Olivia readied herself to push off sideways. Holding one thumb up, Olivia said, "See you on the other side."

"Go!" Ms. Voorhees shouted.

Laughter from the crowd rose with each awkward step. Christina reminded me of a newborn giraffe. I leaped up and yelled when Olivia took a slight lead.

And then there were the rubber flaps Kate had made fun of. They were parallel to the direction Olivia moved. Because she moved sideways. That also meant the shape made more sense. Her sidestepping gait was easier to control, and her stride gained more distance than the labored forward shuffling of Melisse and Christina, both limited by their tethers that prevented a lateral drift of the shoes.
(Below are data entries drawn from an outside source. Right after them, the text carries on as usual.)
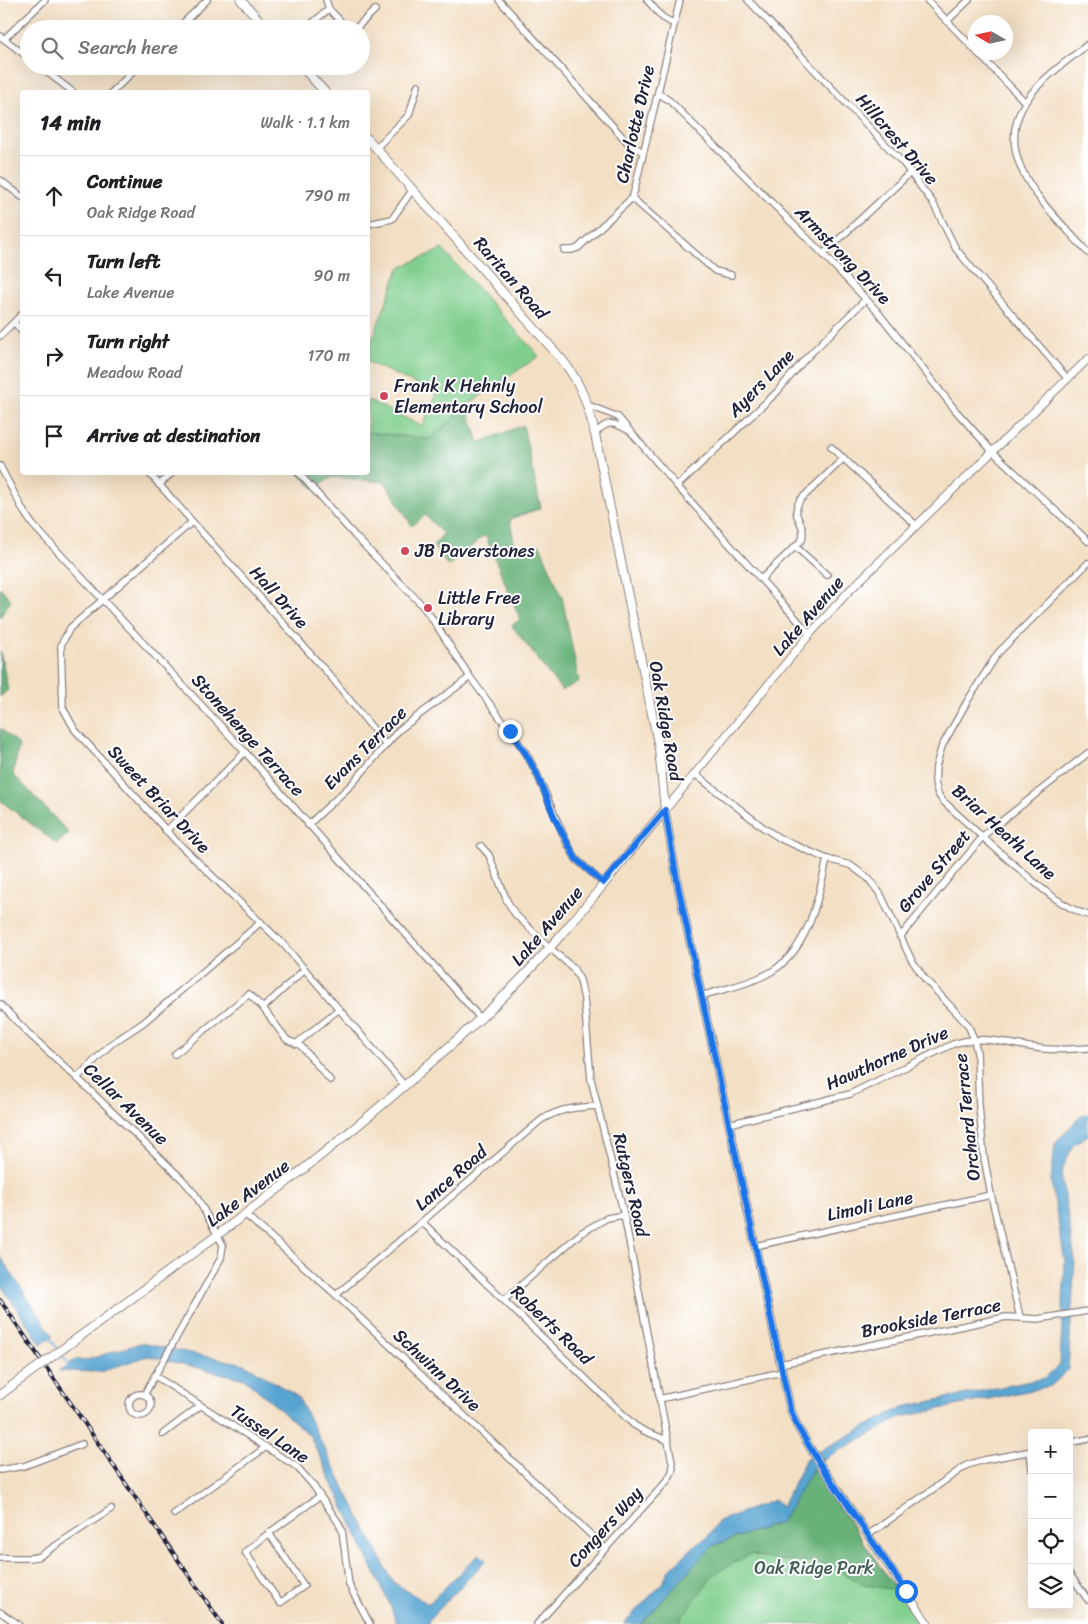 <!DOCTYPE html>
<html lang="en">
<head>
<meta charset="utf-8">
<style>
  body { margin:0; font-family:Sriracha,sans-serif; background:#f6f6f6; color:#202124 }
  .controls { position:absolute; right:15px; bottom:15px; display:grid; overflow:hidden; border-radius:5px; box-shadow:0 5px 20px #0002 }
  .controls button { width:45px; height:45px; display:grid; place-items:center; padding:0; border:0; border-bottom:1px solid #e0e0e0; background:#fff; color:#202124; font:25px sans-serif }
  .compass { position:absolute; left:968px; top:15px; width:45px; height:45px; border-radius:50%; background:#fff; box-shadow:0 5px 20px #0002; rotate:279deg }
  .stop { position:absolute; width:15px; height:15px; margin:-11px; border:4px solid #1a73e8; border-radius:50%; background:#fff }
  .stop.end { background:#1a73e8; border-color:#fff; box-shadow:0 1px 5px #0008 }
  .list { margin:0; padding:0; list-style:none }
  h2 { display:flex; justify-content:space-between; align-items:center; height:65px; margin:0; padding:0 20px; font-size:21px }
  h2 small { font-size:16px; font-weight:400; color:#757577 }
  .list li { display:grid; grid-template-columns:32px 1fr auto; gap:15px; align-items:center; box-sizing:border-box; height:80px; padding:0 20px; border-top:1px solid #e0e0e0 }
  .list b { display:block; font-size:19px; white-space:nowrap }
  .list p { margin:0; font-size:16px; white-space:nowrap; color:#757577 }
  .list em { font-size:16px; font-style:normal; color:#757577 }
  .icon { flex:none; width:28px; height:28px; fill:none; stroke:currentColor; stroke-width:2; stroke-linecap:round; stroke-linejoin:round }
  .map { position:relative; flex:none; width:1088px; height:1624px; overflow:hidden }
  .search { position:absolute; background:#fff; box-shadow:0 5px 20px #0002; left:20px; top:20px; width:350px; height:55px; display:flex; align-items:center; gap:12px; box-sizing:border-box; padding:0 18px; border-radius:28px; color:#757577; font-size:19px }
  .panel { position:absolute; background:#fff; box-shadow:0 5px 20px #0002; left:20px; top:90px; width:350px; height:385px; border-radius:5px }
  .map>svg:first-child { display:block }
  .green { fill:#80cf8e; stroke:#517864 }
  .forest { fill:#68b279; stroke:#456a5a }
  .water { fill:#59a4d1; stroke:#3e6386 }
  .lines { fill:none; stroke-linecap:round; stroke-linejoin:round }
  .stream { stroke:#59a4d1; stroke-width:2 }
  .minor-casing { stroke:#8a8080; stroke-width:8 }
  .tertiary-casing { stroke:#8a8080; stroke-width:9 }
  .secondary-casing { stroke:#8a8080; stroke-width:10 }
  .minor { stroke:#fff; stroke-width:5.5 }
  .tertiary { stroke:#fff; stroke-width:7 }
  .secondary { stroke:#fff; stroke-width:8 }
  .rail-casing { stroke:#22223b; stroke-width:4 }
  .rail { stroke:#fff; stroke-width:2; stroke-dasharray:5.5; stroke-linecap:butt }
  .secondary-bridge-casing { stroke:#8a8080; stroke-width:10; stroke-linecap:butt }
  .secondary-bridge { stroke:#fff; stroke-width:8 }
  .route { stroke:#1a73e8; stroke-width:6 }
  .poi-dot { fill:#d1495b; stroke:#fff; stroke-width:2 }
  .labels { text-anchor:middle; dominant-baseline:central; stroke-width:4; stroke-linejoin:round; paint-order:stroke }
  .street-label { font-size:18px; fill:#22223b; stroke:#fff }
  .poi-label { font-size:18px; fill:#22223b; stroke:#fff; text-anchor:start }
  .park-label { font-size:18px; fill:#435f58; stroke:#fff }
</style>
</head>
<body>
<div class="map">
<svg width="1088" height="1624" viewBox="0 0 1088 1624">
  <rect width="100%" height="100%" fill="#fff"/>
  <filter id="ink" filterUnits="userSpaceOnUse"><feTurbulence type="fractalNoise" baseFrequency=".02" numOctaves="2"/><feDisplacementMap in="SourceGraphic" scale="10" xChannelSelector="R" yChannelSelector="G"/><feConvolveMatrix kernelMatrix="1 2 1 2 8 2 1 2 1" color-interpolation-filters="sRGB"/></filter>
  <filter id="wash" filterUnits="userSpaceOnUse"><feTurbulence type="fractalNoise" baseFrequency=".0096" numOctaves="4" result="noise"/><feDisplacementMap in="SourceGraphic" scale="20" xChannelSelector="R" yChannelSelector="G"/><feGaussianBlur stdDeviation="1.12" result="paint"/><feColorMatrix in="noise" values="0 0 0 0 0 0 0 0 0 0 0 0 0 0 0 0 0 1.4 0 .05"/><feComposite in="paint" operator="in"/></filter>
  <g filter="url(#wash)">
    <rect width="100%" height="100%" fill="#f3dfc4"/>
    <g class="green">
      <polygon points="442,249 539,356 467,405 430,440 368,432 368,400 422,426 437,394 368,362 368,351 399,268"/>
      <polygon points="813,1469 920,1624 641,1624 781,1522"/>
    </g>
    <g class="forest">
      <polygon points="467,405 479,443 523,425 541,508 510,519 515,549 540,545 562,597 579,681 562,691 512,626 520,619 485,535 448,566 433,546 443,534 425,515 412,526 385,482 332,477 314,489 298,473 368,472 368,432 430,439"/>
      <polygon points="0,587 11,600 0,617"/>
      <polygon points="0,651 8,690 0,697"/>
      <polygon points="0,728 19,745 13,774 69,833 57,844 0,800"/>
      <polygon points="813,1469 896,1590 866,1585 823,1563 775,1560 750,1554 714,1574 682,1617 679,1624 641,1624 694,1565 714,1545 781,1522"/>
    </g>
    <g class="water">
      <polygon points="1088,1114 1088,1135 1073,1145 1061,1173 1075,1260 1068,1370 1051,1386 902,1417 820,1461 813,1469 781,1522 714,1545 694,1565 641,1624 623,1624 661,1585 669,1570 693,1547 708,1536 719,1521 774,1500 782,1507 806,1458 903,1407 1045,1378 1060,1364 1065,1262 1051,1181 1055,1144 1080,1116"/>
      <polygon points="0,1256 53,1336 41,1344 0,1284"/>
      <polygon points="141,1343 245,1364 298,1397 393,1582 428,1604 479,1554 486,1560 429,1620 428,1624 397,1624 390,1605 310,1436 245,1379 148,1356 100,1372 59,1371 76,1359 83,1361"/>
    </g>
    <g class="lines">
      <g class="stream">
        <polyline points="50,1337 58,1350"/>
        <polyline points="61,1354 70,1366"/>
      </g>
    </g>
  </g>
  <g filter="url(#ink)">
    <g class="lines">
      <defs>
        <g id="minor">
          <polyline points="499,0 629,144 643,152"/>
          <polyline points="647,0 662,17 674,24"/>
          <polyline points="748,0 904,164 933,203 956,249 971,267 1067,378"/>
          <polyline points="927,0 976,51"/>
          <polyline points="329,9 348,29"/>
          <polyline points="947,21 969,0"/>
          <polyline points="177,29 207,0"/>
          <polyline points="305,29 329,9 326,0"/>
          <polyline points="355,29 375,10"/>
          <polyline points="0,36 29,58"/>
          <polyline points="4,39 45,0"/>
          <path d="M1088,44C1069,60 1046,75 1031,94C983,156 1050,209 1088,253"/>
          <polyline points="977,52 1025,102"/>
          <polyline points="39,66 73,92"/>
          <polyline points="112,92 139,66"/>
          <polyline points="658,93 670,101 823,254 877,311 956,411 992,451 1088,541"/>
          <polyline points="376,148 409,115 418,85"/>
          <polyline points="0,180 22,197"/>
          <polyline points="632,198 715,271 731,275"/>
          <polyline points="368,224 392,219 413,189"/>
          <polyline points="564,250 572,250 578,248 632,198 634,192 680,0"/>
          <polyline points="823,254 911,172"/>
          <polyline points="14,322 22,332"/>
          <polyline points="0,336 22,314"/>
          <polyline points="588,405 618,417 677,486 810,634"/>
          <path d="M595,434C607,420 613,422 628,430"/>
          <polyline points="831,447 916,525"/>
          <polyline points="0,466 24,512 33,525 245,752 481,1019"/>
          <polyline points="148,472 332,678 385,744"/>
          <polyline points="298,472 355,536 420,603 431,617 470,677 526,753 537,774 566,841 576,859 603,883"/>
          <polyline points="159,485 173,472"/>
          <polyline points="677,486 777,392 805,359 866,299"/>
          <polyline points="192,522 70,628 61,645 63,708 75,730 176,841 283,944 405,1086"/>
          <polyline points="796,547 827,575"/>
          <path d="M1088,563L998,653L968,700L942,746L936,766L935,782L938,794L943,801C967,823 992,846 1018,868C1039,886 1061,907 1088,915"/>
          <path d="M761,579L802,540C807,520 789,519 800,500L844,458"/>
          <polyline points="695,774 764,828 781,839 827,859 850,865 868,878 881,895 911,959 925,979 968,1025 974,1039 977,1053 979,1106 984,1157 991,1195 1020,1317"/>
          <polyline points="308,825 352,784 399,730 470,677"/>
          <polyline points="166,831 245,752"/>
          <polyline points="481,846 489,855 507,901 515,914 550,948 573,968 580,980 584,999 591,1079 624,1215 673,1467 672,1472 667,1481 537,1624"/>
          <polyline points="900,937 984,835 1088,753"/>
          <path d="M701,996C723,989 747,985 767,974C808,953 818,900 827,859"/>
          <polyline points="0,1004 28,1033 77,1078 182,1179 195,1194 223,1245 221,1258 144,1395"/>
          <polyline points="263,1008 305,969"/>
          <polyline points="296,1044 339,1009"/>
          <polyline points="175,1054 249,994 263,1008 287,1040 300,1045 330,1080"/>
          <polyline points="77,1078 111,1044 143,1023 261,922"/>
          <path d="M729,1124L850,1094L953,1044C984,1034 1006,1044 1037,1048C1054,1051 1071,1049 1088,1048"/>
          <polyline points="246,1215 336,1295 606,1549"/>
          <polyline points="422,1222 634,1425 644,1431 667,1440"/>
          <polyline points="755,1246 991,1195"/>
          <path d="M336,1295L541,1120C561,1108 573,1108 596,1106"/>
          <polyline points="504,1300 581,1233 607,1218 624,1215"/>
          <polyline points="780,1364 1006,1317 1038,1319 1088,1311"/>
          <polyline points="155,1376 297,1467 312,1484 338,1522 342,1530 349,1585 370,1624"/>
          <circle cx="140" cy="1405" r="11"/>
          <polyline points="659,1399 782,1372"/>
          <polyline points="163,1434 200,1406"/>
          <polyline points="1069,1443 1088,1439"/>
          <polyline points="1030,1451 1032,1469"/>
          <polyline points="0,1470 24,1466 82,1444"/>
          <polyline points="174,1514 266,1447"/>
          <polygon points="269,1533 304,1586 280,1603 245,1552"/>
          <polyline points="269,1533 320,1496"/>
          <polyline points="868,1535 967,1465 984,1460 1032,1451"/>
          <path d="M0,1558C12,1557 31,1560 40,1556L111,1509"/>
          <polyline points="1069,1573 1088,1600"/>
          <polyline points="0,1612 18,1624"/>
        </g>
        <polyline id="tertiary" points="928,1624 820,1464 797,1426 790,1408 678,886 665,810 810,634 849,591 1088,359"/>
        <g id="secondary">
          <polyline points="241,0 267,29"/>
          <polyline points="301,66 325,92"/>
          <path d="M79,1337C198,1250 317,1164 427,1066C457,1040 487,1014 515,985C569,930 615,869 665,810L659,748L595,434C588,405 582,386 564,362L368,139"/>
          <polyline points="0,1395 13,1385"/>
        </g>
      </defs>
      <use href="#minor" class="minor-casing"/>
      <use href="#tertiary" class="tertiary-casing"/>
      <use href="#secondary" class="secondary-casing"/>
      <use href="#minor" class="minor"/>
      <use href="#tertiary" class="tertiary"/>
      <use href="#secondary" class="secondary"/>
      <defs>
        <polyline id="rail" points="0,1300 222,1624"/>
      </defs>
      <use href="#rail" class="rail-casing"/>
      <use href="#rail" class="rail"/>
      <defs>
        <polyline id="secondary-bridge" points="13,1385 79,1337"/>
      </defs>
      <use href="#secondary-bridge" class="secondary-bridge-casing"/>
      <use href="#secondary-bridge" class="secondary-bridge"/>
    </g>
  </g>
  <g class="lines" filter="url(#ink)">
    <polyline class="route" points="510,731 526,754 537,774 555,819 576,859 603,883 665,810 678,886 790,1408 797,1426 820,1464 906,1591"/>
  </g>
  <g class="poi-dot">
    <circle cx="384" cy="396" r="5"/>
    <circle cx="405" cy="551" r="5"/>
    <circle cx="428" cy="608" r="5"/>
  </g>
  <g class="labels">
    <g class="street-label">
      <text transform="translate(635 124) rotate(-77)">Charlotte Drive</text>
      <text transform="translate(897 139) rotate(49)">Hillcrest Drive</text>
      <text transform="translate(843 255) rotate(46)">Armstrong Drive</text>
      <text transform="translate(511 278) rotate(49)">Raritan Road</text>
      <text transform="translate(761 383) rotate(-46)">Ayers Lane</text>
      <text transform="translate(279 597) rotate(48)">Hall Drive</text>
      <text transform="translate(808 616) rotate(-49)">Lake Avenue</text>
      <text transform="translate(666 721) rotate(80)">Oak Ridge Road</text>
      <text transform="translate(248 735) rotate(48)">Stonehenge Terrace</text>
      <text transform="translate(365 748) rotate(-45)">Evans Terrace</text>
      <text transform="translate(159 799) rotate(47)">Sweet Briar Drive</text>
      <text transform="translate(1004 832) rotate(42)">Briar Heath Lane</text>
      <text transform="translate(934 871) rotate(-50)">Grove Street</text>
      <text transform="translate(547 926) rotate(-49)">Lake Avenue</text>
      <text transform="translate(887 1058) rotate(-24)">Hawthorne Drive</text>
      <text transform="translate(126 1104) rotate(44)">Cellar Avenue</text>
      <text transform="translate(967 1117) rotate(-96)">Orchard Terrace</text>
      <text transform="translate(451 1178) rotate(-41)">Lance Road</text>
      <text transform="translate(631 1185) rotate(77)">Rutgers Road</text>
      <text transform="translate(248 1193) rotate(-37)">Lake Avenue</text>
      <text transform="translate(870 1206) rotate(-12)">Limoli Lane</text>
      <text transform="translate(931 1318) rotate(-11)">Brookside Terrace</text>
      <text transform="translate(552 1325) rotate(44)">Roberts Road</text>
      <text transform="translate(437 1370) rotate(43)">Schwinn Drive</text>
      <text transform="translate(270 1434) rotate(34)">Tussel Lane</text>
      <text transform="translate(605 1527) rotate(-48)">Congers Way</text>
    </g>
    <g class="poi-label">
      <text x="394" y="386">Frank K Hehnly<tspan x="394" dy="21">Elementary School</tspan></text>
      <text x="415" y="551">JB Paverstones</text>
      <text x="438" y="598">Little Free<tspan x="438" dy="21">Library</tspan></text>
    </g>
    <g class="park-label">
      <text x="814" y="1568">Oak Ridge Park</text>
    </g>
  </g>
</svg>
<div class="controls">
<button>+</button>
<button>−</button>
<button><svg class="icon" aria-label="locate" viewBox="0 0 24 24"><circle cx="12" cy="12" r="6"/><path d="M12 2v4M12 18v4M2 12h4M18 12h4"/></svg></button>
<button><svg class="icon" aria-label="layers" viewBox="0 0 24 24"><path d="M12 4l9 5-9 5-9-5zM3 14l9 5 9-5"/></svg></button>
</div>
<svg class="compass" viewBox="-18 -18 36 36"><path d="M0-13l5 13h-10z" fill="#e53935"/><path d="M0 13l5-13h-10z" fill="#757577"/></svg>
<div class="stop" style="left:906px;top:1591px"></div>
<div class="stop end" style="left:510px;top:731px"></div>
<div class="search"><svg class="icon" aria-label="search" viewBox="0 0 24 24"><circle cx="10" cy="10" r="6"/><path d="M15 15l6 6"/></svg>Search here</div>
<section class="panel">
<h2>14 min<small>Walk · 1.1 km</small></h2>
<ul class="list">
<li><svg class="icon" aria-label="ahead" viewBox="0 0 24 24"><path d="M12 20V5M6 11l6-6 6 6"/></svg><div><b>Continue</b><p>Oak Ridge Road</p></div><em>790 m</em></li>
<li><svg class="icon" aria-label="left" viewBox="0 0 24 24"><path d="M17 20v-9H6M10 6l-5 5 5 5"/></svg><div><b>Turn left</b><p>Lake Avenue</p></div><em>90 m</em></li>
<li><svg class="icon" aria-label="right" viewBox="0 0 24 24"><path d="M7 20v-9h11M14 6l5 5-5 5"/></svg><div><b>Turn right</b><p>Meadow Road</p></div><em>170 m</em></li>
<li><svg class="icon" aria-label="arrive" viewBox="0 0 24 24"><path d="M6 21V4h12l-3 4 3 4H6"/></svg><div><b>Arrive at destination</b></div></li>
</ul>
</section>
</div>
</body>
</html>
Olivia's resistance training to develop her thigh strength didn't hurt either.

Poor Christina faltered from the beginning. The ropes they used to control the shoes were too short. As Christina strained, one of the ropes broke and, with every movement, her left leg floated away from her right. My leg muscles strained sympathetically. She seemed headed toward a slow-motion sideways split, but before it happened, she leaned back and fell into the pool.